#### [Task description]
Number of lines below with the word "text": give it and nothing more.

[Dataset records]
--------------------

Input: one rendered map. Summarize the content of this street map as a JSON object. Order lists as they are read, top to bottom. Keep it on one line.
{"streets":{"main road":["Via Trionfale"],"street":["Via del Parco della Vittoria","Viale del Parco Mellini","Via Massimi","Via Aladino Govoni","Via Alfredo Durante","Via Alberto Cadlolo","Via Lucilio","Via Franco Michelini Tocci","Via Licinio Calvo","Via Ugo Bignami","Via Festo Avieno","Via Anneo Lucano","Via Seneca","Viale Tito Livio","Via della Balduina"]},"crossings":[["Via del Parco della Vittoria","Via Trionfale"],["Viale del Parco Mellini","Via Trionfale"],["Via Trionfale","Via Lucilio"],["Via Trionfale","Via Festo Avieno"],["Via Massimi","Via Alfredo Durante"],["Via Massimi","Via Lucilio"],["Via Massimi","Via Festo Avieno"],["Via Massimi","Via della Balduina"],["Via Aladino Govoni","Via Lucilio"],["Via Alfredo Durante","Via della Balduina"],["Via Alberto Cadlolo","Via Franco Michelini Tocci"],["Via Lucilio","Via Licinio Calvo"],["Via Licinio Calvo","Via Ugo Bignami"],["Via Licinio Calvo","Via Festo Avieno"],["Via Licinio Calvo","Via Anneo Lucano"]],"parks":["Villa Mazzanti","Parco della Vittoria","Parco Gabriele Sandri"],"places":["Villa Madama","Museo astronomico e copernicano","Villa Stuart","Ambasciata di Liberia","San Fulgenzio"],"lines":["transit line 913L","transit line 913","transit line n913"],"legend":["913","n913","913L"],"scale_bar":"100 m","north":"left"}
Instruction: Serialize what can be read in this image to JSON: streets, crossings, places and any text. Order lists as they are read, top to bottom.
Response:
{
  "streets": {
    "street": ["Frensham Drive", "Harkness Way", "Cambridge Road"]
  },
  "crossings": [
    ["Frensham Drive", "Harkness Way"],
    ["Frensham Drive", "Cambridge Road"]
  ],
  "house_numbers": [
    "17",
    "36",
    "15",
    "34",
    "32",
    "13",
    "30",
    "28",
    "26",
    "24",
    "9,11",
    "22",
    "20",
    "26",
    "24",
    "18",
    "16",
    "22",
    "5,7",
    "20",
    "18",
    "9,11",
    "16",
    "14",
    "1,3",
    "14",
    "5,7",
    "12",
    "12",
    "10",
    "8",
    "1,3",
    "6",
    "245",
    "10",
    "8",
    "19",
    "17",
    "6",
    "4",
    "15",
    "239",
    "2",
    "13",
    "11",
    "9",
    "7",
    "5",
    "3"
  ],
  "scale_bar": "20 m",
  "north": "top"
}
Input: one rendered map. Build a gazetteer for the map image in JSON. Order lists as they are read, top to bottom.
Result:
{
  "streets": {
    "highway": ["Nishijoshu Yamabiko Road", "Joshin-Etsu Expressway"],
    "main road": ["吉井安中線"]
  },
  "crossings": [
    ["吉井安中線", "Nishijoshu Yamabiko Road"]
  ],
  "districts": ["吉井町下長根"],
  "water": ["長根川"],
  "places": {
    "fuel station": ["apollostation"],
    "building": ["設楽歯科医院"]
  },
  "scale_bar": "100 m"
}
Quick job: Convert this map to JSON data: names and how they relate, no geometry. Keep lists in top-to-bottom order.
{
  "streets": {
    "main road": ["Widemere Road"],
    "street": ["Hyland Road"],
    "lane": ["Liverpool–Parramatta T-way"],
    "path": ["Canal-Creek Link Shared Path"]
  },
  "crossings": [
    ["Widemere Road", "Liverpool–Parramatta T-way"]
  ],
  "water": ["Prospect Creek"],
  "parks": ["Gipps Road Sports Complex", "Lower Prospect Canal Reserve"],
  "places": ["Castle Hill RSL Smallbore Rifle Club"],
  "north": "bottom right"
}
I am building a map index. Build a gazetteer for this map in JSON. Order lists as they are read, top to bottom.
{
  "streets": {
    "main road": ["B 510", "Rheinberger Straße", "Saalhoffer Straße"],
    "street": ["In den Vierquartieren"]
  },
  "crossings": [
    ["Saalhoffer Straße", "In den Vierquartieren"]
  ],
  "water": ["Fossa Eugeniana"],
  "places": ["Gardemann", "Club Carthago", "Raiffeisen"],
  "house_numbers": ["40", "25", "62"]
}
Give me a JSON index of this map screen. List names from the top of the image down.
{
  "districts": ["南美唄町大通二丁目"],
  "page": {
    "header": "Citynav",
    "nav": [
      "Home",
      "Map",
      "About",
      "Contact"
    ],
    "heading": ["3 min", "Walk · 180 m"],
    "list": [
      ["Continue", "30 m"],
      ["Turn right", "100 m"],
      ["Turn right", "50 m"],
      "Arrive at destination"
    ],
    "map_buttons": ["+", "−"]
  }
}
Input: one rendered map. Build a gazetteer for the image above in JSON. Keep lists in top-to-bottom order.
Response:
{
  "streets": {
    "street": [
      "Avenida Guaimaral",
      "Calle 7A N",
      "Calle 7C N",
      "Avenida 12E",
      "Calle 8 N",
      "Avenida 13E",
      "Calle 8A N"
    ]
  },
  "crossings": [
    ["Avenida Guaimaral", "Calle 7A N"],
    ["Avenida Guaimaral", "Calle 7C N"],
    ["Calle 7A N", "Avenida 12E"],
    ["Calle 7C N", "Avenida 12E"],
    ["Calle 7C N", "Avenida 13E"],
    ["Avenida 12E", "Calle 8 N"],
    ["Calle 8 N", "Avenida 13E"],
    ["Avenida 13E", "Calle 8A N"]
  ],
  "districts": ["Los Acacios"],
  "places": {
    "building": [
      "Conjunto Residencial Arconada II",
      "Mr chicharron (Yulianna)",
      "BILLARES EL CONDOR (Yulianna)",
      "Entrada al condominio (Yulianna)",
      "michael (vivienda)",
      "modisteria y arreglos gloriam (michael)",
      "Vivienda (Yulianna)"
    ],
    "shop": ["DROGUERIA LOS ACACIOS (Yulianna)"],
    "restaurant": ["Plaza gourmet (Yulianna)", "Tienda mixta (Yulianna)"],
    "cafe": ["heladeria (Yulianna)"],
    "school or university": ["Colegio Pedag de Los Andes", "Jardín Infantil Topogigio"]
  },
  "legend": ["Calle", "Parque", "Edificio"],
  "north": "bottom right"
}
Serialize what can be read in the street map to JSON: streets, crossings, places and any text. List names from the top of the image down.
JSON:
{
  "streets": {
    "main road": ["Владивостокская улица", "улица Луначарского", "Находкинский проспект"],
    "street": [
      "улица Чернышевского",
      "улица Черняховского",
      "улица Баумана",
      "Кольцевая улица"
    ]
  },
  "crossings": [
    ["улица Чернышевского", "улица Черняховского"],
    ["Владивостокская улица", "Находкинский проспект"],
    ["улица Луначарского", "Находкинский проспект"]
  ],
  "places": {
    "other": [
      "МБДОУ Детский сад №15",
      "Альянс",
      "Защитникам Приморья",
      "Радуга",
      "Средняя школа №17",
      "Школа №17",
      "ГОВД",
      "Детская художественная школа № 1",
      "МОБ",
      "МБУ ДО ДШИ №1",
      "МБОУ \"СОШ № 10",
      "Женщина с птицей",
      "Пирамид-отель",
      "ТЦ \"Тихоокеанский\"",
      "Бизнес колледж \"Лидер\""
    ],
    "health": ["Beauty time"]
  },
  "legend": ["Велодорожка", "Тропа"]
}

--------------------

#### [Answer section]
2